> REQUIREMENT: Number of lines below with the word "function": give it and nothing more.

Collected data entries

◆ ◆ ◆

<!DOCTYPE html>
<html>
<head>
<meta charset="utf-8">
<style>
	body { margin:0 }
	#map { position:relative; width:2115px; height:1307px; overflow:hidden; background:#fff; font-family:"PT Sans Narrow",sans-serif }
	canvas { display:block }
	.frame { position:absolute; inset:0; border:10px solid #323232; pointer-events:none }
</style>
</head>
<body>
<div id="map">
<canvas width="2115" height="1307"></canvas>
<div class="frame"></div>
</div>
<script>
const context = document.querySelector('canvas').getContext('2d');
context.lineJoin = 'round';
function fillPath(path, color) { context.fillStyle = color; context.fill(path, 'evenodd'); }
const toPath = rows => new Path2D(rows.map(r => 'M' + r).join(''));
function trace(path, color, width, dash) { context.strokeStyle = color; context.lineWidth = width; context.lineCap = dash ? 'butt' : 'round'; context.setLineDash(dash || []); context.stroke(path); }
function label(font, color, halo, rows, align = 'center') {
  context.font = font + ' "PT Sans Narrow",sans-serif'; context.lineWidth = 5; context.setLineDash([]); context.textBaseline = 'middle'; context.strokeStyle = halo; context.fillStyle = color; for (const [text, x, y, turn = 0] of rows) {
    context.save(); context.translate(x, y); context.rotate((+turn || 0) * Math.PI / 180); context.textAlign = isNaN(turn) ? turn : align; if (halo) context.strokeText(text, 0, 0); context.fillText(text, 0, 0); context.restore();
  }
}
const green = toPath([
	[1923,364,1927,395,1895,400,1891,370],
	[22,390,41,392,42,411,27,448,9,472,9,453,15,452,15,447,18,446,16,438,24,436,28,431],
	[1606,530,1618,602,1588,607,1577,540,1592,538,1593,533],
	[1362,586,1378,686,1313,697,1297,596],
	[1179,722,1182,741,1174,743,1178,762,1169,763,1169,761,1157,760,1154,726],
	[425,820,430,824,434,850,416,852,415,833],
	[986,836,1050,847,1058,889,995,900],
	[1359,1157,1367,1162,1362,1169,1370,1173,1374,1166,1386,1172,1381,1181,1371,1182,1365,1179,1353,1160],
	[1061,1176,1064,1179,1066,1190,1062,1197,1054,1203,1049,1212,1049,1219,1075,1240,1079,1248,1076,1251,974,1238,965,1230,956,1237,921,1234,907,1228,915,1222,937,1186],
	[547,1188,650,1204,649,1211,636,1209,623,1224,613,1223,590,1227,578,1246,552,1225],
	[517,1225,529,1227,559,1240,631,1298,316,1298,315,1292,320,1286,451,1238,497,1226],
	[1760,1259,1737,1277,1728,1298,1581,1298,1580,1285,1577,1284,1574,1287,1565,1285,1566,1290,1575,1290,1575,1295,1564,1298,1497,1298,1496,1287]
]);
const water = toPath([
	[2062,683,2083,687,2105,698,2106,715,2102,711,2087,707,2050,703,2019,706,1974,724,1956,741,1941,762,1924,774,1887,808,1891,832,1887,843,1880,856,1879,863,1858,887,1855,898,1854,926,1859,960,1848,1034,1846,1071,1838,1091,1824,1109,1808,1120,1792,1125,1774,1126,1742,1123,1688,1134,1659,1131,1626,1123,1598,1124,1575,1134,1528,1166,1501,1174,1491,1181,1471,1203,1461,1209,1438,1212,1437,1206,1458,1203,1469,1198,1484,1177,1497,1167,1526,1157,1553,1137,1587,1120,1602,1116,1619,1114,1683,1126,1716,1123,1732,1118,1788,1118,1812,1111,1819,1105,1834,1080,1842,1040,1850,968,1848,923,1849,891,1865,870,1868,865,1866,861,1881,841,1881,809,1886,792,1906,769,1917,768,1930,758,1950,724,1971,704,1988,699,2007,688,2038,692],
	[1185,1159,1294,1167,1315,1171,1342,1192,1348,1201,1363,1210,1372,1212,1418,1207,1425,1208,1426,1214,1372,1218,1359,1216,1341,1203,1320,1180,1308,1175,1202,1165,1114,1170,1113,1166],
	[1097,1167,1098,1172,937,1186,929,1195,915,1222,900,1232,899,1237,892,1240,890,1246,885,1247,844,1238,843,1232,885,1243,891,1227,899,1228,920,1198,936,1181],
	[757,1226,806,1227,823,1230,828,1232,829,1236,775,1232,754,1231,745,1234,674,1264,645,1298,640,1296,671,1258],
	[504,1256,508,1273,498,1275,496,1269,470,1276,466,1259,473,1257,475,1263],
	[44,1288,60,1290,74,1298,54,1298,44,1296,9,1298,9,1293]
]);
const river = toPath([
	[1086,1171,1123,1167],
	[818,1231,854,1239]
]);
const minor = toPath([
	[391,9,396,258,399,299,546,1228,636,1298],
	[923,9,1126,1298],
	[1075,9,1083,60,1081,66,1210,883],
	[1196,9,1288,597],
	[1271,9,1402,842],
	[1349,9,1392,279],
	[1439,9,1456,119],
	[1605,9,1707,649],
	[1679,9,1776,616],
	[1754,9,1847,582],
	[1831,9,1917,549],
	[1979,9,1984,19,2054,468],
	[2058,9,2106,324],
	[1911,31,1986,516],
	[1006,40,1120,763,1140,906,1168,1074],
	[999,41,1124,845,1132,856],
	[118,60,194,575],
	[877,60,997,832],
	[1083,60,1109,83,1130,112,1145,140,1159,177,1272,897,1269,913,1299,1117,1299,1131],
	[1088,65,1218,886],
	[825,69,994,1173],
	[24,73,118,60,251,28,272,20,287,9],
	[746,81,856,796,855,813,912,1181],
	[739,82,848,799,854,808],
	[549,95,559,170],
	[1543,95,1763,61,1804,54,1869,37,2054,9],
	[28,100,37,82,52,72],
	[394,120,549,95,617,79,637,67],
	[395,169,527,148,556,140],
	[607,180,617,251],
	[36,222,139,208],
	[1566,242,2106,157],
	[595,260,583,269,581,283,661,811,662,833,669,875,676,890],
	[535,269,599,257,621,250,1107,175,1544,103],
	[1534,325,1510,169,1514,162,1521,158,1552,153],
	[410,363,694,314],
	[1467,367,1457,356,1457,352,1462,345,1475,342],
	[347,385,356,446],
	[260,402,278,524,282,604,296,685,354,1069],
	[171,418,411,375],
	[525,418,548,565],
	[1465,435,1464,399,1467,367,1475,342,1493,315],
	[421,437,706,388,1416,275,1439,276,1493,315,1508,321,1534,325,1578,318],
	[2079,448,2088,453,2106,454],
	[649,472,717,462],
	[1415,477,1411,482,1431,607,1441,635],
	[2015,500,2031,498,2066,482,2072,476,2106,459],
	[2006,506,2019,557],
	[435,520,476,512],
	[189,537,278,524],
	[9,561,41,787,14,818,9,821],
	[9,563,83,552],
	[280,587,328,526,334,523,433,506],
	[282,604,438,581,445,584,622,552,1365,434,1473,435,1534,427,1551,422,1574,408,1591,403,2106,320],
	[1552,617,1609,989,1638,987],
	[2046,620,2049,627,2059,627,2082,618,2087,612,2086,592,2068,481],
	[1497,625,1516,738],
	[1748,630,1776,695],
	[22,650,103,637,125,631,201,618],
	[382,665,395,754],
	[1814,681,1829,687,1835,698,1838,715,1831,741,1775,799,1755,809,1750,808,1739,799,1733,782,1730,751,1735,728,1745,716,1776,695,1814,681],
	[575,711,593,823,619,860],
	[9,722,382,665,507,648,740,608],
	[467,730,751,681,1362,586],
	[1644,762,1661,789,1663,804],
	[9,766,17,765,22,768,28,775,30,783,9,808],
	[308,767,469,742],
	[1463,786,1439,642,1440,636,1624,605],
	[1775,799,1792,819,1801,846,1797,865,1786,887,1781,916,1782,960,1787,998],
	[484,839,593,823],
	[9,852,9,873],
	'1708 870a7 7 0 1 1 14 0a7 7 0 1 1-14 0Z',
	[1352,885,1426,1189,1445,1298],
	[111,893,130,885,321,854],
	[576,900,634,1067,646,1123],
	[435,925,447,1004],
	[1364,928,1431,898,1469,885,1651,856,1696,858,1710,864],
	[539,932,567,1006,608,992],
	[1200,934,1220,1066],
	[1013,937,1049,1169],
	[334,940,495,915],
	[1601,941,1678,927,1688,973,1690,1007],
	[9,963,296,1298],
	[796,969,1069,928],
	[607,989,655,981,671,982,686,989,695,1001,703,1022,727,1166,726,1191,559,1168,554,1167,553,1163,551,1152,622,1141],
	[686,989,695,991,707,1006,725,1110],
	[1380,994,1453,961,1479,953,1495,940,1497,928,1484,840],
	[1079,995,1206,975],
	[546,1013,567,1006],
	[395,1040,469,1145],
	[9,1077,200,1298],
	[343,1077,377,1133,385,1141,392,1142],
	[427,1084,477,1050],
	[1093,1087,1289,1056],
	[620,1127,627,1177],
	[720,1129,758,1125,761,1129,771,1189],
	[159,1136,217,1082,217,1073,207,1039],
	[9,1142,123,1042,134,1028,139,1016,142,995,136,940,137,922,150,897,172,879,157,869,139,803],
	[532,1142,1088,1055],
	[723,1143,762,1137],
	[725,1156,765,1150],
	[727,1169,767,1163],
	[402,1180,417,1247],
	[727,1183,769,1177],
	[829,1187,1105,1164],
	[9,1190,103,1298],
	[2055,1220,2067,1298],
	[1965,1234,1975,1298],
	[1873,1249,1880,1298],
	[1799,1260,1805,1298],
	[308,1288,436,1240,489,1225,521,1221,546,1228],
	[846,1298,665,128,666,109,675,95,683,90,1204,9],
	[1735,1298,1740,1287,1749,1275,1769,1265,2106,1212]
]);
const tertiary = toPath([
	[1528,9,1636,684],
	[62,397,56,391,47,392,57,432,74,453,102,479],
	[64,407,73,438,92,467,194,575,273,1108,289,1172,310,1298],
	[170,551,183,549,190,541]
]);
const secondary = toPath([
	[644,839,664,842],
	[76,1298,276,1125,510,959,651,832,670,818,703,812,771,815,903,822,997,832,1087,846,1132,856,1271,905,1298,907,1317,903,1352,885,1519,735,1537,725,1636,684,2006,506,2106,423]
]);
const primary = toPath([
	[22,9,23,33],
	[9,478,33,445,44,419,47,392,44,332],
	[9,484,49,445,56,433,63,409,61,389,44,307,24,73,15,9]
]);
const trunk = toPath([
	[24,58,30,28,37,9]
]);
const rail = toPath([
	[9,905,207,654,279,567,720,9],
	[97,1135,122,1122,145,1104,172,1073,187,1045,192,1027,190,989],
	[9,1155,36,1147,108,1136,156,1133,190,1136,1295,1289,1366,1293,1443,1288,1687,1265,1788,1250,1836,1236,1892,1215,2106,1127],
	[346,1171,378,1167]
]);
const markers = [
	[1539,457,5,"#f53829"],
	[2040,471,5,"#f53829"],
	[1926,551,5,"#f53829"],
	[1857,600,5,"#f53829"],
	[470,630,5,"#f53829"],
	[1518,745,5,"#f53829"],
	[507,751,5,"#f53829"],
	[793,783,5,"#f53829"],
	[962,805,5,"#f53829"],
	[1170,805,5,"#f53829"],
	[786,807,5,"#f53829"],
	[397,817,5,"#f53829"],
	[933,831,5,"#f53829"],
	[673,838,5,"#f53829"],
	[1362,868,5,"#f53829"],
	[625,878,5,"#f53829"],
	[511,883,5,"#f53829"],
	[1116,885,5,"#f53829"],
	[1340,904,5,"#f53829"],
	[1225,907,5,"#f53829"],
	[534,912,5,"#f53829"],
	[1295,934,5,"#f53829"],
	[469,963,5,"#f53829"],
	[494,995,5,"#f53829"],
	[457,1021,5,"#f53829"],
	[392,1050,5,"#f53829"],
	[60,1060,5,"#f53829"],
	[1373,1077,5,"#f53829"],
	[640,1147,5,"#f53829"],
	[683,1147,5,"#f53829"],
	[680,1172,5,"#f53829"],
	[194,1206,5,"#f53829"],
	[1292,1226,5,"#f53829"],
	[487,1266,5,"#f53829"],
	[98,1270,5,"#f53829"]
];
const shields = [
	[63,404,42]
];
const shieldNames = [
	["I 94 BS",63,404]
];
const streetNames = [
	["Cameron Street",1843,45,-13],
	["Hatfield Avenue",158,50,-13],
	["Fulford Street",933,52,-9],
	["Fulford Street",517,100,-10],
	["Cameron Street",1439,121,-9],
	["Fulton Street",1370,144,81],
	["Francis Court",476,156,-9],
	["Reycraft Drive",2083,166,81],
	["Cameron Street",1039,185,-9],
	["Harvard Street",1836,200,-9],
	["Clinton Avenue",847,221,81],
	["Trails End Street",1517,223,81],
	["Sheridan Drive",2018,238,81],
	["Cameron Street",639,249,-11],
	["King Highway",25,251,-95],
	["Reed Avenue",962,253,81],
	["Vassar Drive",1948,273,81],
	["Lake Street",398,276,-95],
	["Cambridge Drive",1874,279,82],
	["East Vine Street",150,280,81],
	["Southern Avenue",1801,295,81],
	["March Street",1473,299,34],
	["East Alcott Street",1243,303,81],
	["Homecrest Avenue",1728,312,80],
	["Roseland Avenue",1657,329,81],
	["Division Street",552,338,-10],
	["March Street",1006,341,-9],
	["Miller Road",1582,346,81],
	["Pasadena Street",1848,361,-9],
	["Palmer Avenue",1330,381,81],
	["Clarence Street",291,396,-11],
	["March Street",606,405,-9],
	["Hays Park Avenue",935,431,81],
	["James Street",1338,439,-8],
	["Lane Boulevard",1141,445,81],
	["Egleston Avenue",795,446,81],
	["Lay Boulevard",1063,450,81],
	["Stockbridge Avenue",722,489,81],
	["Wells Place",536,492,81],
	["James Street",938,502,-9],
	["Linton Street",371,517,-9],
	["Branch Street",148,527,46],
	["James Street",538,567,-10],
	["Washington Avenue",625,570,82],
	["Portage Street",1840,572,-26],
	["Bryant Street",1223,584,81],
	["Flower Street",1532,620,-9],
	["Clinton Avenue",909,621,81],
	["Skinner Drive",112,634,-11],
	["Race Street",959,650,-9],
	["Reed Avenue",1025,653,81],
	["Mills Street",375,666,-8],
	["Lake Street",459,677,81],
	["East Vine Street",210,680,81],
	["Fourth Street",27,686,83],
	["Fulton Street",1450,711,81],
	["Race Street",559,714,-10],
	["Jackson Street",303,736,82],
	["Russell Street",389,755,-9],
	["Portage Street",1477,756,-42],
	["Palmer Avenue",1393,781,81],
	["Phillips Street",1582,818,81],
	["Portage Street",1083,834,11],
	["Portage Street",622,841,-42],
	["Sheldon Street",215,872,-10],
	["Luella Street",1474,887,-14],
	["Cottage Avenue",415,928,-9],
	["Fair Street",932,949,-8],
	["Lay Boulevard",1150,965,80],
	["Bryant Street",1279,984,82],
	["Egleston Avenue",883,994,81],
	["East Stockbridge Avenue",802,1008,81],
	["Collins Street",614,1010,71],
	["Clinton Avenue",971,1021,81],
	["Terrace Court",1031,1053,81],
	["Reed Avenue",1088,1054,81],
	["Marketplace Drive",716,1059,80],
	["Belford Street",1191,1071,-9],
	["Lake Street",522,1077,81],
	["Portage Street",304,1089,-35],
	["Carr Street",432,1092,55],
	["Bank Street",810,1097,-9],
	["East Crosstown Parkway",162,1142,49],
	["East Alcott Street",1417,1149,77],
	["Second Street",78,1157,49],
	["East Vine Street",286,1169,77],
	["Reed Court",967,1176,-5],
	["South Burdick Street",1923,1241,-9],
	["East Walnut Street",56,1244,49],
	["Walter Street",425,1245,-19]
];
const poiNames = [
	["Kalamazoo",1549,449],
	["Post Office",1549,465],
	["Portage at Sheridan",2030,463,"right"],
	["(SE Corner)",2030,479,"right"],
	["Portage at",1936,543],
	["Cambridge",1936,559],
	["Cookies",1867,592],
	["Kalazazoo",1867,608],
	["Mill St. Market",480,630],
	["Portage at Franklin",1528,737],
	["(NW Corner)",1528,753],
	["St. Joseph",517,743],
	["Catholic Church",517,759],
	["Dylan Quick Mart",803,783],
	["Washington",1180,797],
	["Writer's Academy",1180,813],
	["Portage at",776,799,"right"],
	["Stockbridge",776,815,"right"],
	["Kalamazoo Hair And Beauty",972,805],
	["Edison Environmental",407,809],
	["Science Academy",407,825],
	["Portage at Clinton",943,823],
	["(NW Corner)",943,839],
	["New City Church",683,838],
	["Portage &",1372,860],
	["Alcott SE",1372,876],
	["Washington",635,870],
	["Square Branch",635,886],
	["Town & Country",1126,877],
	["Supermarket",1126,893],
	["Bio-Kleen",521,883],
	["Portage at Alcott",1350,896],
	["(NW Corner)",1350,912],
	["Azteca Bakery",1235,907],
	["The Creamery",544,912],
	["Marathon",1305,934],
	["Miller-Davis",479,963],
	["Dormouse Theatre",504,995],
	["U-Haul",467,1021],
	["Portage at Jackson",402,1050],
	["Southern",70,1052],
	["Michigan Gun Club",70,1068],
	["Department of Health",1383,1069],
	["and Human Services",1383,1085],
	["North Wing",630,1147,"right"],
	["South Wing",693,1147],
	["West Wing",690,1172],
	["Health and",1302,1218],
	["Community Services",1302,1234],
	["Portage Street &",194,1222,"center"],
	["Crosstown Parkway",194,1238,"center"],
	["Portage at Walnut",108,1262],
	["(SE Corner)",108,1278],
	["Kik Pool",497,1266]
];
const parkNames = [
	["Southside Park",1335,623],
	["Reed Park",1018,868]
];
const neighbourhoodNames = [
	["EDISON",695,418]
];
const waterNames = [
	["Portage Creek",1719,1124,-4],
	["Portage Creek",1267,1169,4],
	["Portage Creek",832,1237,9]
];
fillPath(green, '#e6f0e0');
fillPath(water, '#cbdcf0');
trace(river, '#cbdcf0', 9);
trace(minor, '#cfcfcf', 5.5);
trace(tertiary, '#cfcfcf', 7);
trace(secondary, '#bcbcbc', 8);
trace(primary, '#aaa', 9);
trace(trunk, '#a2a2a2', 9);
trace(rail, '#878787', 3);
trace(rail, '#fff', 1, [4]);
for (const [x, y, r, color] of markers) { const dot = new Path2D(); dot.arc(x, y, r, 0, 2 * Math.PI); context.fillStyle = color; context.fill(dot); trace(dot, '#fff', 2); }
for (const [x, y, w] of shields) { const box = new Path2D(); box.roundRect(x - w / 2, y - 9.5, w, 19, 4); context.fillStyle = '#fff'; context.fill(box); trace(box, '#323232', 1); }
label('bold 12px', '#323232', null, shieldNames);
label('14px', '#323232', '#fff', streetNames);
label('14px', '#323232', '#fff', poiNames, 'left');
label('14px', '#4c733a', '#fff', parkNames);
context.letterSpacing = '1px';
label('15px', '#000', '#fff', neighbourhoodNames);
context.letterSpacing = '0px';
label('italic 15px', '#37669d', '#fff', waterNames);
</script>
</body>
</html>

◆ ◆ ◆

> ANSWER: 3